What you will do = Copy out each line below that has the word "linecap" in it.

Recorded information =
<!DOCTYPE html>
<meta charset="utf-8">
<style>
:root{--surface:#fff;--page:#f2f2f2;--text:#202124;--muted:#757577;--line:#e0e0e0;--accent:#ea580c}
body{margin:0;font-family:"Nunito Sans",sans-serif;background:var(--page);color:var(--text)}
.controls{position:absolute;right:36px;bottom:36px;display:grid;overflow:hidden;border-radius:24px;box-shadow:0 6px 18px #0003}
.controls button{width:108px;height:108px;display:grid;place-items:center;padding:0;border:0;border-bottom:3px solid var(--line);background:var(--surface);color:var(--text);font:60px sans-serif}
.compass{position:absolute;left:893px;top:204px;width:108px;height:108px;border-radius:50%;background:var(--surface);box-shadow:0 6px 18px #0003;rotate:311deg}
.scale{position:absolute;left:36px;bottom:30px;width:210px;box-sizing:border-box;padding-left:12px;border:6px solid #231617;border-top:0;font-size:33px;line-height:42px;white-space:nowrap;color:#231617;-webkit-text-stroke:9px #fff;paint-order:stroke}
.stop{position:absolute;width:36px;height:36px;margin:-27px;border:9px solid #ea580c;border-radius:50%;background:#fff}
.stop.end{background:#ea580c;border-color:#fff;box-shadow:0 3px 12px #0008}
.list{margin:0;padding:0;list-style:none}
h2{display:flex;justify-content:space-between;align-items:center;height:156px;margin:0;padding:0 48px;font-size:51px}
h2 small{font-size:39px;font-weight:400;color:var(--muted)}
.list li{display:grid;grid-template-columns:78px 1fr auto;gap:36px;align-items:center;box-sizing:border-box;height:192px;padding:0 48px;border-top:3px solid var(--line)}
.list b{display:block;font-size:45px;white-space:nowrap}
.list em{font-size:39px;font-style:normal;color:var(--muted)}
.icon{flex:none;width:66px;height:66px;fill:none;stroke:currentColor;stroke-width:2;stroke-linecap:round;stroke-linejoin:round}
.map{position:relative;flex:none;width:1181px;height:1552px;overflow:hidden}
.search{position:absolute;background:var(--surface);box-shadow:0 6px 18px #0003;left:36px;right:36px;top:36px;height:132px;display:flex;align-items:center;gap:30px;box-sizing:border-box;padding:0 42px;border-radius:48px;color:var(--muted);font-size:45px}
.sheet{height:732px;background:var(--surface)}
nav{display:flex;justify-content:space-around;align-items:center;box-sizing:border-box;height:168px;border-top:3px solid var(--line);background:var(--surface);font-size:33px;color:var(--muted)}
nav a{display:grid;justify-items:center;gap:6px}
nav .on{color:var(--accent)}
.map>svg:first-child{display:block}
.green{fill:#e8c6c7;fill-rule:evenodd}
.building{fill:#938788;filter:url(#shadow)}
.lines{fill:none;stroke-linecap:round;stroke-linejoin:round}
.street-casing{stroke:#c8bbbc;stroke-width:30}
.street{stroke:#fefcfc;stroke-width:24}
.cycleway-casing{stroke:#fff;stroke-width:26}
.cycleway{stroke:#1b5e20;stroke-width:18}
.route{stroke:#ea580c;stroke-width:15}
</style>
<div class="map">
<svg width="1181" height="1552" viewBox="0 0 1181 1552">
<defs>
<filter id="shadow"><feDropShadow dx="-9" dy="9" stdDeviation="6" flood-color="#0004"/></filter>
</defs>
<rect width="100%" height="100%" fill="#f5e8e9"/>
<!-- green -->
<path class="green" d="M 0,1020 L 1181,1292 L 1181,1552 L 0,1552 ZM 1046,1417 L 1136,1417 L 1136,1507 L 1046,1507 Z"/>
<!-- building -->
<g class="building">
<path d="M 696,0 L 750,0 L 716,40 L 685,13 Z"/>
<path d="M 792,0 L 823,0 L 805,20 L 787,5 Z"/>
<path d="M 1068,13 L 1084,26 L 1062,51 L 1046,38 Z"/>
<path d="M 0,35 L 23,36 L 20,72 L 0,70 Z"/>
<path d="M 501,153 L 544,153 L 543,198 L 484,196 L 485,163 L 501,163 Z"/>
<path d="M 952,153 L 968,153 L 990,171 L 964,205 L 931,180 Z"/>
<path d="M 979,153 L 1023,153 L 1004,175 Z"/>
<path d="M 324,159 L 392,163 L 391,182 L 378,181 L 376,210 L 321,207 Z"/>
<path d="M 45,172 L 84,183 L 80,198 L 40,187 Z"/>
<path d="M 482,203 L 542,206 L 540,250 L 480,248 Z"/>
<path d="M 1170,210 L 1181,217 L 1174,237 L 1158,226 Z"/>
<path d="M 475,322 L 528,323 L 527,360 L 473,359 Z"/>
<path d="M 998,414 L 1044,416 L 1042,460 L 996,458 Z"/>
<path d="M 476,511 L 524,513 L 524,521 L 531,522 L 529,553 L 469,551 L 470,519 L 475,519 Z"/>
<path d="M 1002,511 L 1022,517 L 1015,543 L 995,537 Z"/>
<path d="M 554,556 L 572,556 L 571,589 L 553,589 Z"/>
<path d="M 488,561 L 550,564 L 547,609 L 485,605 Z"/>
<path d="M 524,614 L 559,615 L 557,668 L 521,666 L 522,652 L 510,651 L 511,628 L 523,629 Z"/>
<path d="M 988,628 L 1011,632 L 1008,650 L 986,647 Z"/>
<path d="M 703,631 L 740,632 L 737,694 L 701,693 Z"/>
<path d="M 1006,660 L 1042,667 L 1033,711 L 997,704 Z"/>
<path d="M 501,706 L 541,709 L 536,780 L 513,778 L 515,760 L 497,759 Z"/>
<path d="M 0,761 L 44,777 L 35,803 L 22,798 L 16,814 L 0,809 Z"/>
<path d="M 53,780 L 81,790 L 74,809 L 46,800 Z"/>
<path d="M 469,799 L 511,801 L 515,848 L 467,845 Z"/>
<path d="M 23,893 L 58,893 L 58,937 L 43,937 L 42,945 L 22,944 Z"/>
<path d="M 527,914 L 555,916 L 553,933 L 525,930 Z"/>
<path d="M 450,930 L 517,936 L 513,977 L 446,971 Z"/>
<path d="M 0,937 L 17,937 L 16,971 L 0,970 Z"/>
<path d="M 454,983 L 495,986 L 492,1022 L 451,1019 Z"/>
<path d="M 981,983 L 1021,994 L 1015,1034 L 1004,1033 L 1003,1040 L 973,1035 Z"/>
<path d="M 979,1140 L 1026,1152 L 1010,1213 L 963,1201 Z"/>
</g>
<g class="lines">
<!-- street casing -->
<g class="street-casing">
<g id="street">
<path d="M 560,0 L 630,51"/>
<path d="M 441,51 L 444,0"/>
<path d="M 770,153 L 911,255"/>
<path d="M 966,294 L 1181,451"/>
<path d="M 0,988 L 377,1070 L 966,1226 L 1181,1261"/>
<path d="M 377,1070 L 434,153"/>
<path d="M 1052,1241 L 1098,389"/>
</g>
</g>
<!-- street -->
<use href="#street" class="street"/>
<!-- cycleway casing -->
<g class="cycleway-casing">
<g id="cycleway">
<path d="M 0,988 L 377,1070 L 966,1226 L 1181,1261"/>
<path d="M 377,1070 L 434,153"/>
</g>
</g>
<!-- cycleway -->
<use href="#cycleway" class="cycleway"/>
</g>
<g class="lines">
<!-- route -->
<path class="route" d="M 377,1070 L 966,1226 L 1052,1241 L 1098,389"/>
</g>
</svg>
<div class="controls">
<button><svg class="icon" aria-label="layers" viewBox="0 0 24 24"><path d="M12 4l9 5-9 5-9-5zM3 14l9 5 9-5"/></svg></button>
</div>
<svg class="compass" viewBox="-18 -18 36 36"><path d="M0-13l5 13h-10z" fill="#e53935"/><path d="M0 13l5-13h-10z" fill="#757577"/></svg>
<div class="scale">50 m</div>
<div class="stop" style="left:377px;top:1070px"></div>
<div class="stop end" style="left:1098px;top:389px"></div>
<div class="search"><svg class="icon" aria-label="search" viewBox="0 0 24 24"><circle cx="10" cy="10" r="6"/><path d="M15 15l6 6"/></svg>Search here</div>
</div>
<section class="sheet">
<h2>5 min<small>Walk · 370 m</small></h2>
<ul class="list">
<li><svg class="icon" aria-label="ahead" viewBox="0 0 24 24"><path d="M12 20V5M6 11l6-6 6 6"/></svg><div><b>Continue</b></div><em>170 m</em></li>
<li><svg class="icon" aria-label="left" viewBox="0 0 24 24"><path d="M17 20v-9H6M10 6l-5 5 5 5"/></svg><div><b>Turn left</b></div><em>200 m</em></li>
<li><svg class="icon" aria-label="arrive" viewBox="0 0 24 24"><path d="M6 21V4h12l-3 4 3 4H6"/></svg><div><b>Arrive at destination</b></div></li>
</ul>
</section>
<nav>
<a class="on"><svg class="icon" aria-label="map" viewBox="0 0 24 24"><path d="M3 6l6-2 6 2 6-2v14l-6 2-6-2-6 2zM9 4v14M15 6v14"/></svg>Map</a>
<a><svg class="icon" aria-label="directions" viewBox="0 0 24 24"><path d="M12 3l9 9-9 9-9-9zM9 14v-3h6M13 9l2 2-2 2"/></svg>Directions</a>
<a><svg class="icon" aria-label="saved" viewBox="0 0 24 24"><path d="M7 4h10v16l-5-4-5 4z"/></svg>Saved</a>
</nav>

Task output =
.icon{flex:none;width:66px;height:66px;fill:none;stroke:currentColor;stroke-width:2;stroke-linecap:round;stroke-linejoin:round}
.lines{fill:none;stroke-linecap:round;stroke-linejoin:round}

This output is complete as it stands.